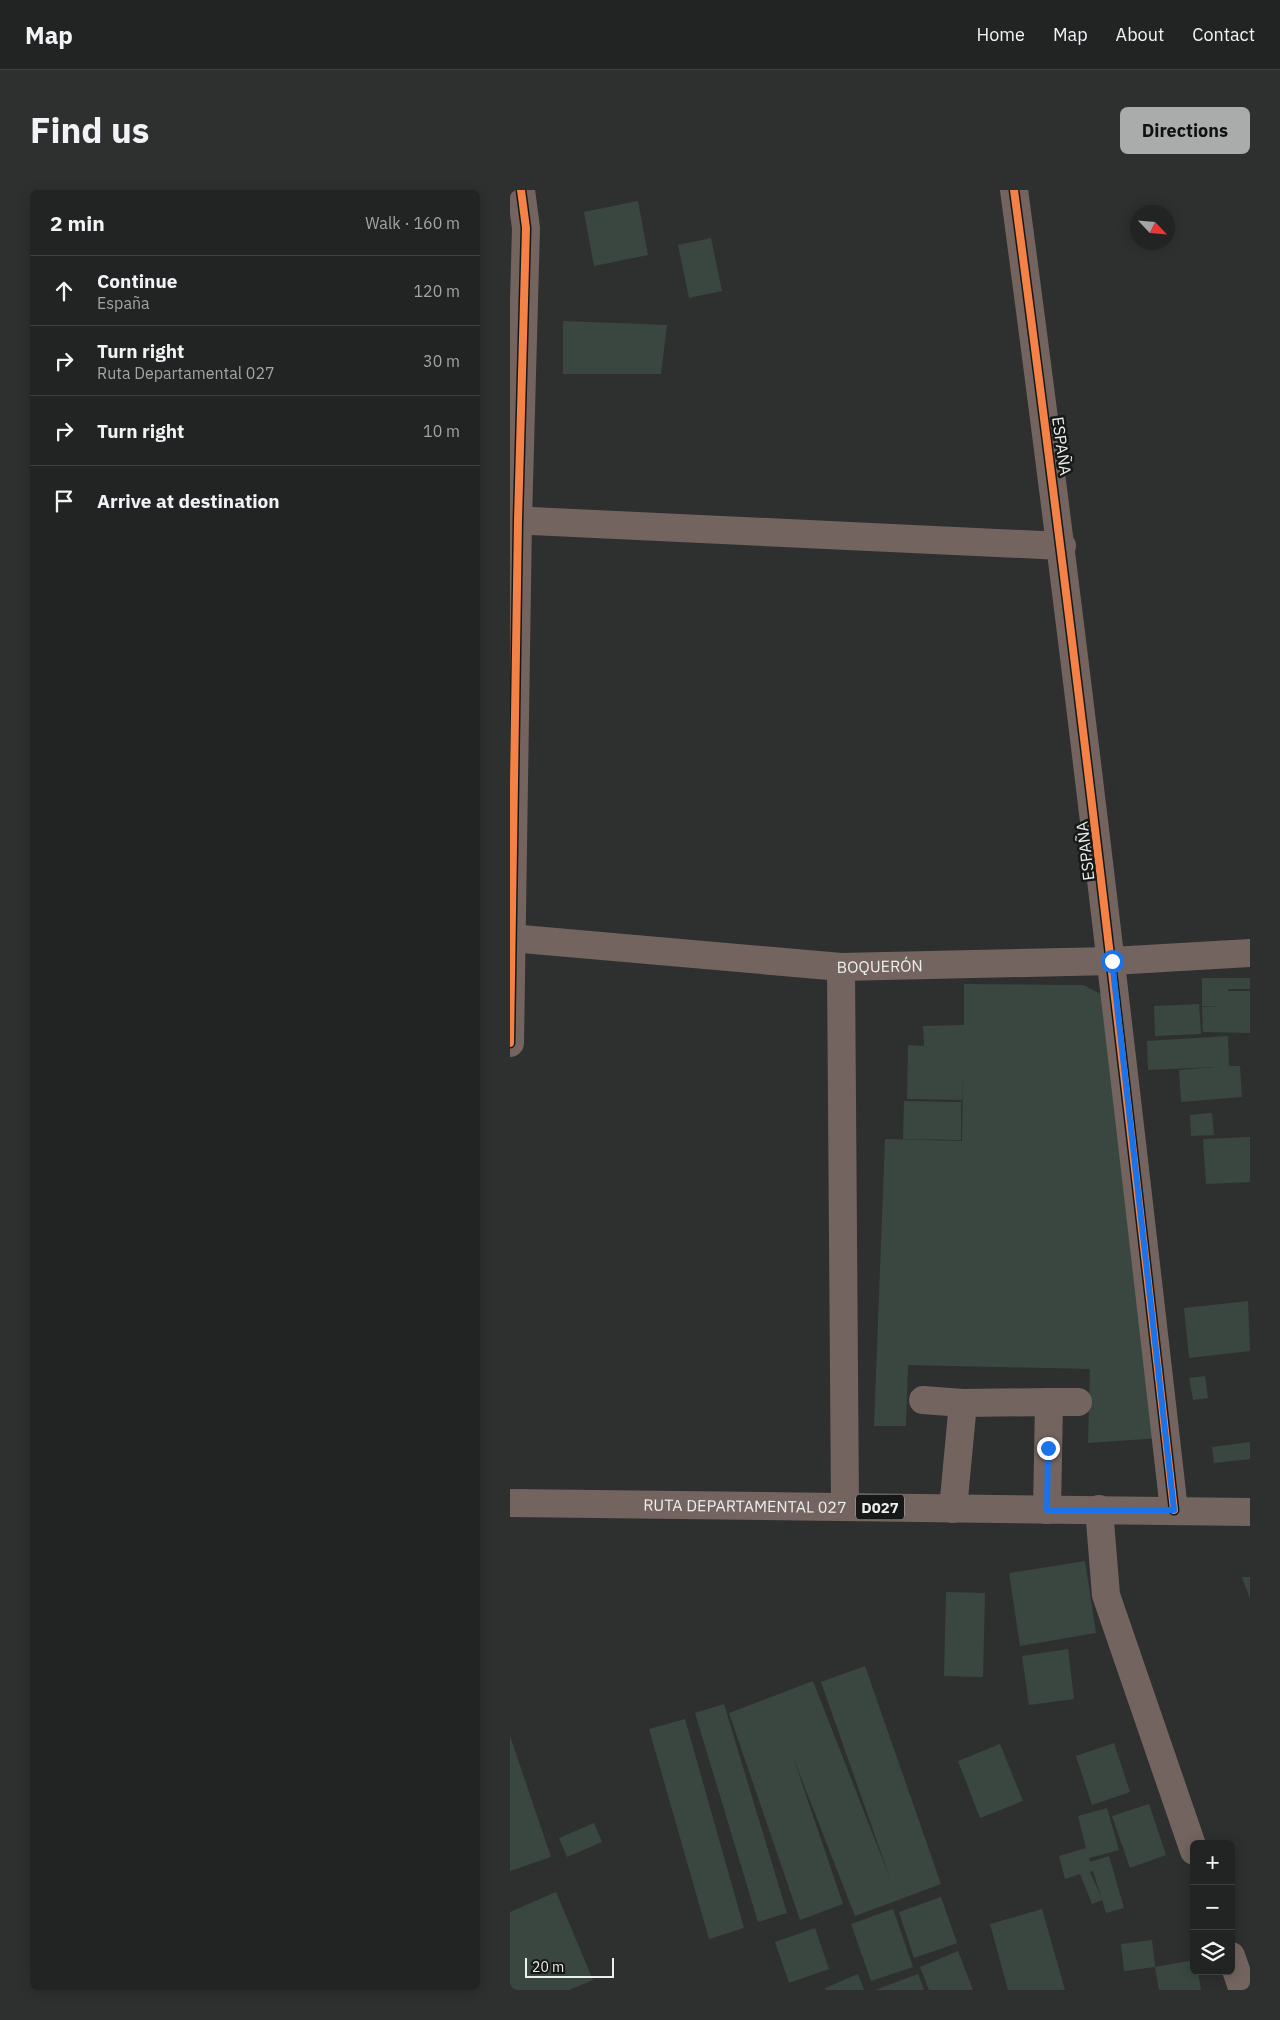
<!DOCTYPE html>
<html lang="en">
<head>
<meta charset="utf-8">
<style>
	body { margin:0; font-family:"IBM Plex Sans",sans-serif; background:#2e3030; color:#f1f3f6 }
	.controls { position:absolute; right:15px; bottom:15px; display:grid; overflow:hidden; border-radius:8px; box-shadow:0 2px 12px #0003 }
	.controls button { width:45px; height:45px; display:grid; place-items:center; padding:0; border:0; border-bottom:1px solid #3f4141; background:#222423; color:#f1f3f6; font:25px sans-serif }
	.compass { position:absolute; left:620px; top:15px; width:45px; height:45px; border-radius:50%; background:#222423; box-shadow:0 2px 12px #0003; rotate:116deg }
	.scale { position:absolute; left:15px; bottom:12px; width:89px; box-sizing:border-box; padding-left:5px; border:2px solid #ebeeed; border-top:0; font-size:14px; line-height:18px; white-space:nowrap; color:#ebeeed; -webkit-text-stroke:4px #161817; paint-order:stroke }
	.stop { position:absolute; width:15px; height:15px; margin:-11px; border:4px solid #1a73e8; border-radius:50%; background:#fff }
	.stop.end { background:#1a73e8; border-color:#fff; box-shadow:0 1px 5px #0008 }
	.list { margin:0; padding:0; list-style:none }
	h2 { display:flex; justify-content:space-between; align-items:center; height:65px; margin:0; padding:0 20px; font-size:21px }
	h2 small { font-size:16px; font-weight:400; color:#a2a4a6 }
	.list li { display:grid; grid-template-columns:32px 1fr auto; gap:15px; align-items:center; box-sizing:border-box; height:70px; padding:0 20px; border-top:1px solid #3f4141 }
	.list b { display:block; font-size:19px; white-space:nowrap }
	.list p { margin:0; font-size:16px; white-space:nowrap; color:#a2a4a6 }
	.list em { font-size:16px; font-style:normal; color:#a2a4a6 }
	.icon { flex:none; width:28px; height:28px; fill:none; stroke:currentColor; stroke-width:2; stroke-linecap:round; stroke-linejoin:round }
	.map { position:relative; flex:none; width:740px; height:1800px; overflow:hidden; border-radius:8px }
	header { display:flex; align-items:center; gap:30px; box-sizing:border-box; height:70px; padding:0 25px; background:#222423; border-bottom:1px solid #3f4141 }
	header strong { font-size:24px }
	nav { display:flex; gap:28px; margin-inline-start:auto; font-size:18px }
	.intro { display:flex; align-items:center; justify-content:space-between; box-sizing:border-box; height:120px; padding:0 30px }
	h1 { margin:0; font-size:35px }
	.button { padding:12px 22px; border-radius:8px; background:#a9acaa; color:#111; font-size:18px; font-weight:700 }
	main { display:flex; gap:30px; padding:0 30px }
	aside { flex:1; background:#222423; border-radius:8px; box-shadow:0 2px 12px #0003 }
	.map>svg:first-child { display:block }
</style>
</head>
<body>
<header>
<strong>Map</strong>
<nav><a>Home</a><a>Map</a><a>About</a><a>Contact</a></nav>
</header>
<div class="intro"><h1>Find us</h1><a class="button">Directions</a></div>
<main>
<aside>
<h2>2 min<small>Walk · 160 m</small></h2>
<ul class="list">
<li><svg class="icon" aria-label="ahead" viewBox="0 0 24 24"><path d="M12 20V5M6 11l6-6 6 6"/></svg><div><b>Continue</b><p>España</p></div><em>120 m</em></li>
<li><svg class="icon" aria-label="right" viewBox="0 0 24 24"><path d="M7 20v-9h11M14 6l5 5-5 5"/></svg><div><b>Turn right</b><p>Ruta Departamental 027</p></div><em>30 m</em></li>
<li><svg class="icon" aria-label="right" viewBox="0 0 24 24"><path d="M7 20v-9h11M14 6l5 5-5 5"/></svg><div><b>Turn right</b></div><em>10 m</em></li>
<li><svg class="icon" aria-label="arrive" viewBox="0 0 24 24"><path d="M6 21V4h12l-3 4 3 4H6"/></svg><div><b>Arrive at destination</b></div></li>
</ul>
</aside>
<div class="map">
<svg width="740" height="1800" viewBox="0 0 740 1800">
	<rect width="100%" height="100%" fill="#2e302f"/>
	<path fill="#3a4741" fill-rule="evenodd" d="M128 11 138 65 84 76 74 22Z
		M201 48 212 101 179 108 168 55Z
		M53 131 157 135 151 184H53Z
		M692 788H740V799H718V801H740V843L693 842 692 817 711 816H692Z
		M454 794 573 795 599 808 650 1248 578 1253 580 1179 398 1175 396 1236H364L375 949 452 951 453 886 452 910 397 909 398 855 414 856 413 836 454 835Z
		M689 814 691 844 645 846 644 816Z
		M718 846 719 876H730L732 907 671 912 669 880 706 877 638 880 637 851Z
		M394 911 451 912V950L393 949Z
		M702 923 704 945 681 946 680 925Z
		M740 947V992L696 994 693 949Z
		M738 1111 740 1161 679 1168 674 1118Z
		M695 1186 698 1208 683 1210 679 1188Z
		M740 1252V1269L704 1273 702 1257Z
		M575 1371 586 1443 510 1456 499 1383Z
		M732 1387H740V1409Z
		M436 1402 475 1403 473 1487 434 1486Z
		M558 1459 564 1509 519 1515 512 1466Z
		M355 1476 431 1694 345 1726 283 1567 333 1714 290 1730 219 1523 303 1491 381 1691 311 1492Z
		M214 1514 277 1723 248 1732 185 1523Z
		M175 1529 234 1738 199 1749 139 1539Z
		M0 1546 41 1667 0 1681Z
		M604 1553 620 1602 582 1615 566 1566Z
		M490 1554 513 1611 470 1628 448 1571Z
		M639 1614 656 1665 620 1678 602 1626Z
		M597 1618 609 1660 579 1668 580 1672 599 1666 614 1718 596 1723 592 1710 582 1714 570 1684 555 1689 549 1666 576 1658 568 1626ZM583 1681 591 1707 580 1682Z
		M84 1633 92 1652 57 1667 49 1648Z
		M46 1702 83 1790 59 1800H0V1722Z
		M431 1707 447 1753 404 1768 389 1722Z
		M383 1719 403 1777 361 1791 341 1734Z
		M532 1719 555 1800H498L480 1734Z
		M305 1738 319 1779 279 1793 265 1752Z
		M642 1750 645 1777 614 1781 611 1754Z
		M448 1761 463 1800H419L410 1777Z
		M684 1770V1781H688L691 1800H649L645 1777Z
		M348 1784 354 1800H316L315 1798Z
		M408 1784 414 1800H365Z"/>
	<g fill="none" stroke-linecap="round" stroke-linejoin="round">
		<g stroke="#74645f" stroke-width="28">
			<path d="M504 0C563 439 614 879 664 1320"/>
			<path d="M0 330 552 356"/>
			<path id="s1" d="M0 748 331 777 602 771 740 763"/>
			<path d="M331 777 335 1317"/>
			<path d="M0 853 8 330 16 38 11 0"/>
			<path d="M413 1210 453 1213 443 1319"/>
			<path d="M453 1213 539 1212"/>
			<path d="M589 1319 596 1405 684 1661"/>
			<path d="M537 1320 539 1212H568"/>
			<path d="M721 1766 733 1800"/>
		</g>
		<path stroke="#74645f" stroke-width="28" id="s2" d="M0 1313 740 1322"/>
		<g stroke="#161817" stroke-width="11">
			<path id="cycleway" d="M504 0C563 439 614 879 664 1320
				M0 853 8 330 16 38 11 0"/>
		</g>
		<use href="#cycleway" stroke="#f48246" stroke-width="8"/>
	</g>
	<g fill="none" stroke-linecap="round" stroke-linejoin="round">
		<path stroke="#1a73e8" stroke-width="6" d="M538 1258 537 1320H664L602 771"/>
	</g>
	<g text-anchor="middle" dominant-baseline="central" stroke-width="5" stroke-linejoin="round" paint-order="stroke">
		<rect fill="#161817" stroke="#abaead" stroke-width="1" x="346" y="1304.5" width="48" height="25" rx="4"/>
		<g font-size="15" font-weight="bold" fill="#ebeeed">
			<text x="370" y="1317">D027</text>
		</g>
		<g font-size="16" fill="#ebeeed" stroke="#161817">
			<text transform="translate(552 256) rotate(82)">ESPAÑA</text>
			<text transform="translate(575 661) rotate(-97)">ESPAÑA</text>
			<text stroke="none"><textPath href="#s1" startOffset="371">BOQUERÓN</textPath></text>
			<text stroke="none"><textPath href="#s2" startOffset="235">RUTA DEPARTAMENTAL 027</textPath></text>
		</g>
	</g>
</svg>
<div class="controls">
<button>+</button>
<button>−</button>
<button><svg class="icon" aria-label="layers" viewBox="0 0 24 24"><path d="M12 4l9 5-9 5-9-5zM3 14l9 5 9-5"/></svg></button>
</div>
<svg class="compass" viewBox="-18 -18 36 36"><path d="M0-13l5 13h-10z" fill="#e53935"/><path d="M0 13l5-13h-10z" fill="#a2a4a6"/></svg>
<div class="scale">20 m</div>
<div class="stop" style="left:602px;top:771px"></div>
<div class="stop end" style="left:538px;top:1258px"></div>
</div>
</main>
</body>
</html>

--------------------

### [How to complete this task]
Look through the entries and return each line that has the word "main" in it.

### [Expected output]
	main { display:flex; gap:30px; padding:0 30px }
<main>
</main>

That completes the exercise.